(Saved data entries)

___

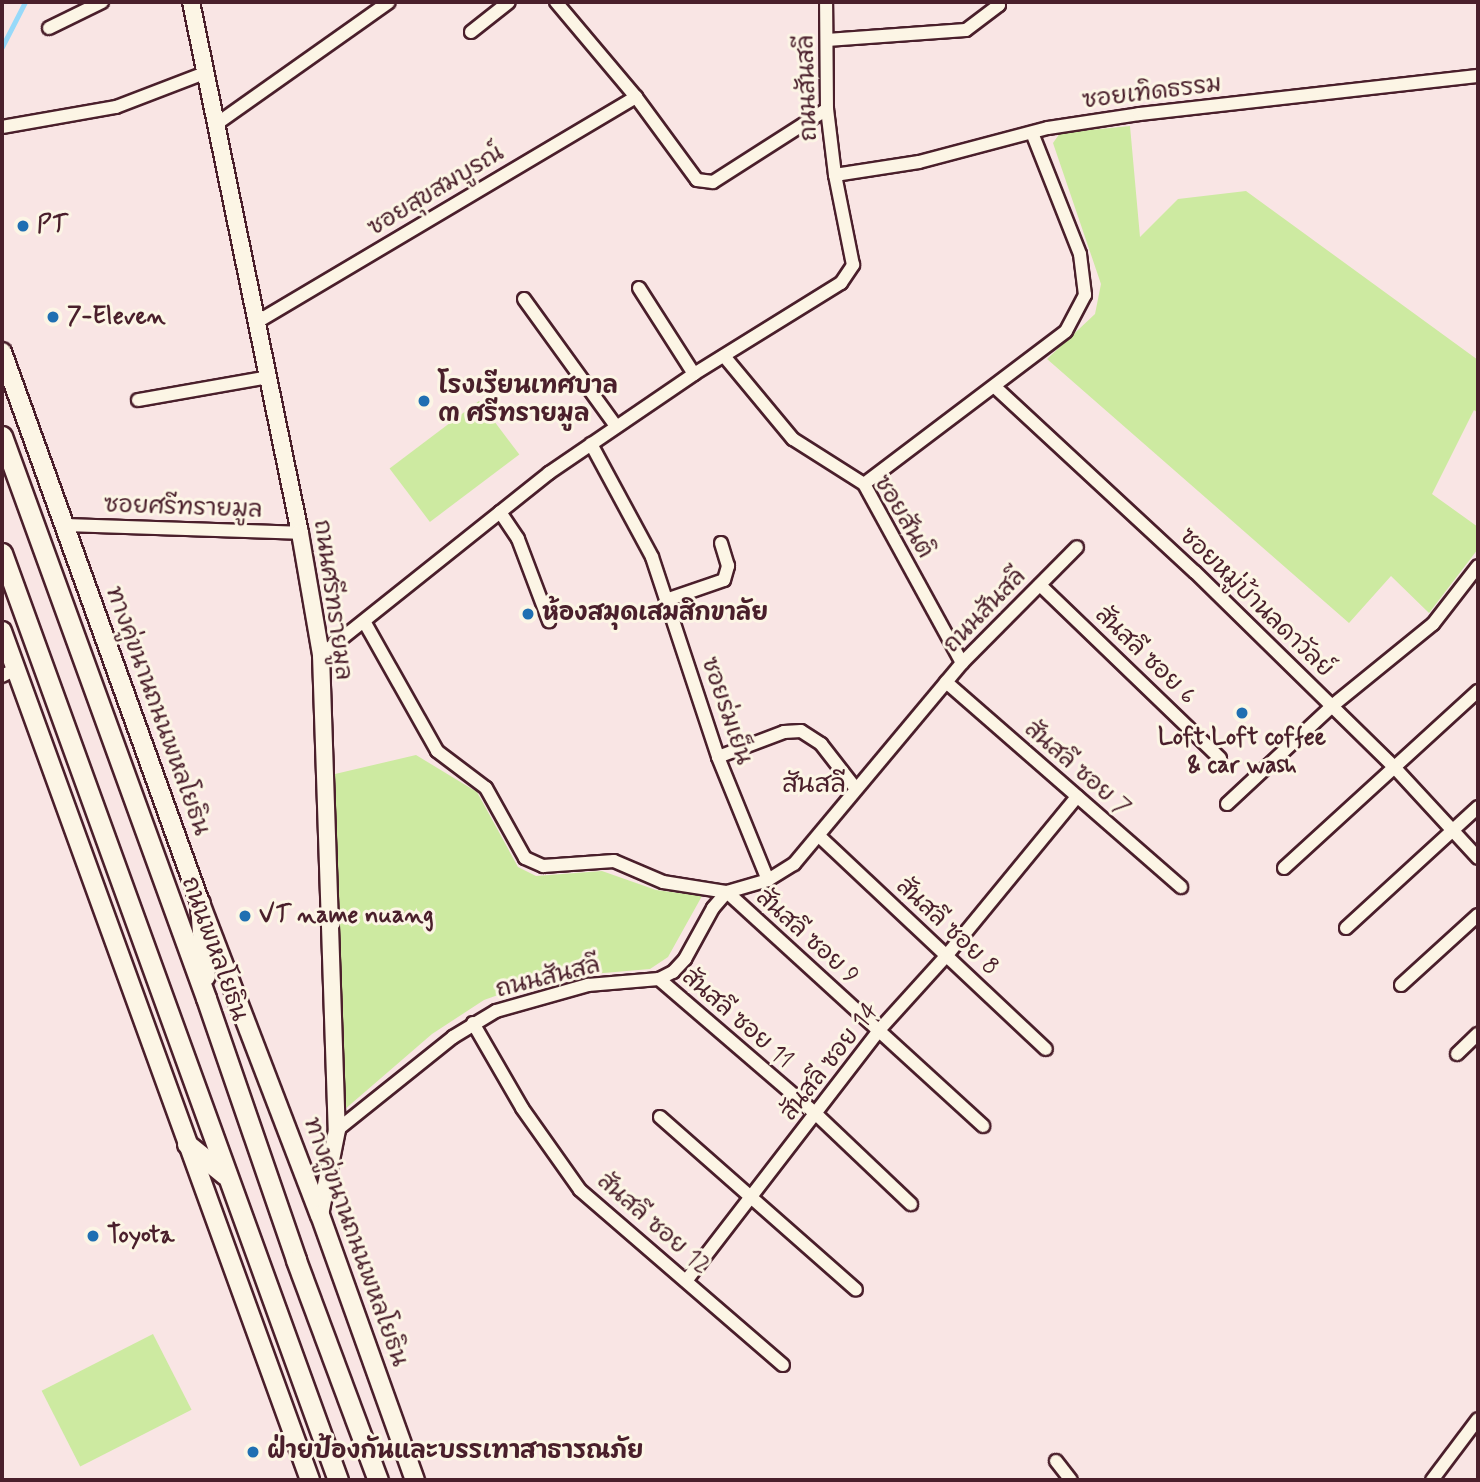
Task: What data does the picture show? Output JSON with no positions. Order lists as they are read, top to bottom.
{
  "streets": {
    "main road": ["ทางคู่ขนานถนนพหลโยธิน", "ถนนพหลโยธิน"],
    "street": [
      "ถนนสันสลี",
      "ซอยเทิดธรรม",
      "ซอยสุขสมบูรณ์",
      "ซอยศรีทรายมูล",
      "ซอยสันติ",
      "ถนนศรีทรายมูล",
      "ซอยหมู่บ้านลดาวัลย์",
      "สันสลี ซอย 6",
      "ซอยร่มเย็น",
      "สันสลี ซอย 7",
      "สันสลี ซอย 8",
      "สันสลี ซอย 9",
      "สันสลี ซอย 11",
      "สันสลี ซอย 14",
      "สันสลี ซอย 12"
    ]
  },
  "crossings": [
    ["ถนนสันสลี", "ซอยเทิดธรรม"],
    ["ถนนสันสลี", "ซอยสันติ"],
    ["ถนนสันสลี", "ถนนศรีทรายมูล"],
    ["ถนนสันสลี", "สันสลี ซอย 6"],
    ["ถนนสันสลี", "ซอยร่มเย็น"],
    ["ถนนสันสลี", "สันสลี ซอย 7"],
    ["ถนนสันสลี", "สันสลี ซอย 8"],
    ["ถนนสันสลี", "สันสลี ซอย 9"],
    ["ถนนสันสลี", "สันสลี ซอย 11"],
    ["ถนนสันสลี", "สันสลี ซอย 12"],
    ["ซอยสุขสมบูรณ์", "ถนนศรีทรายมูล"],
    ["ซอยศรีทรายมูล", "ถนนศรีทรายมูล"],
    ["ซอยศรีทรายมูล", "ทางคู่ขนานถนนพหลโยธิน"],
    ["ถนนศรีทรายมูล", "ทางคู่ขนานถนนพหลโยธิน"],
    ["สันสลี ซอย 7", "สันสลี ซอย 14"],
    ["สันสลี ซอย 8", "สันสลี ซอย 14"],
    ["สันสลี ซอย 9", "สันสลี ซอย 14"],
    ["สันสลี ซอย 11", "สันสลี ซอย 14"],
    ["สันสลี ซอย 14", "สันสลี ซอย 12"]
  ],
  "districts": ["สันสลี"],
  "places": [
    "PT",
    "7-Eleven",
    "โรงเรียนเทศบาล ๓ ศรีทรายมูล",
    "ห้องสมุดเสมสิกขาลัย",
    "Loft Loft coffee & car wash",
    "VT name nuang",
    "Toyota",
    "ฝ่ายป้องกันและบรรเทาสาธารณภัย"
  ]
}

___

### TASK TO CARRY OUT
Of the lines above, show those in which "ทรายม" appears.

### RESPONSE TO THIS TASK
      "ซอยศรีทรายมูล",
      "ถนนศรีทรายมูล",
    ["ถนนสันสลี", "ถนนศรีทรายมูล"],
    ["ซอยสุขสมบูรณ์", "ถนนศรีทรายมูล"],
    ["ซอยศรีทรายมูล", "ถนนศรีทรายมูล"],
    ["ซอยศรีทรายมูล", "ทางคู่ขนานถนนพหลโยธิน"],
    ["ถนนศรีทรายมูล", "ทางคู่ขนานถนนพหลโยธิน"],
    "โรงเรียนเทศบาล ๓ ศรีทรายมูล",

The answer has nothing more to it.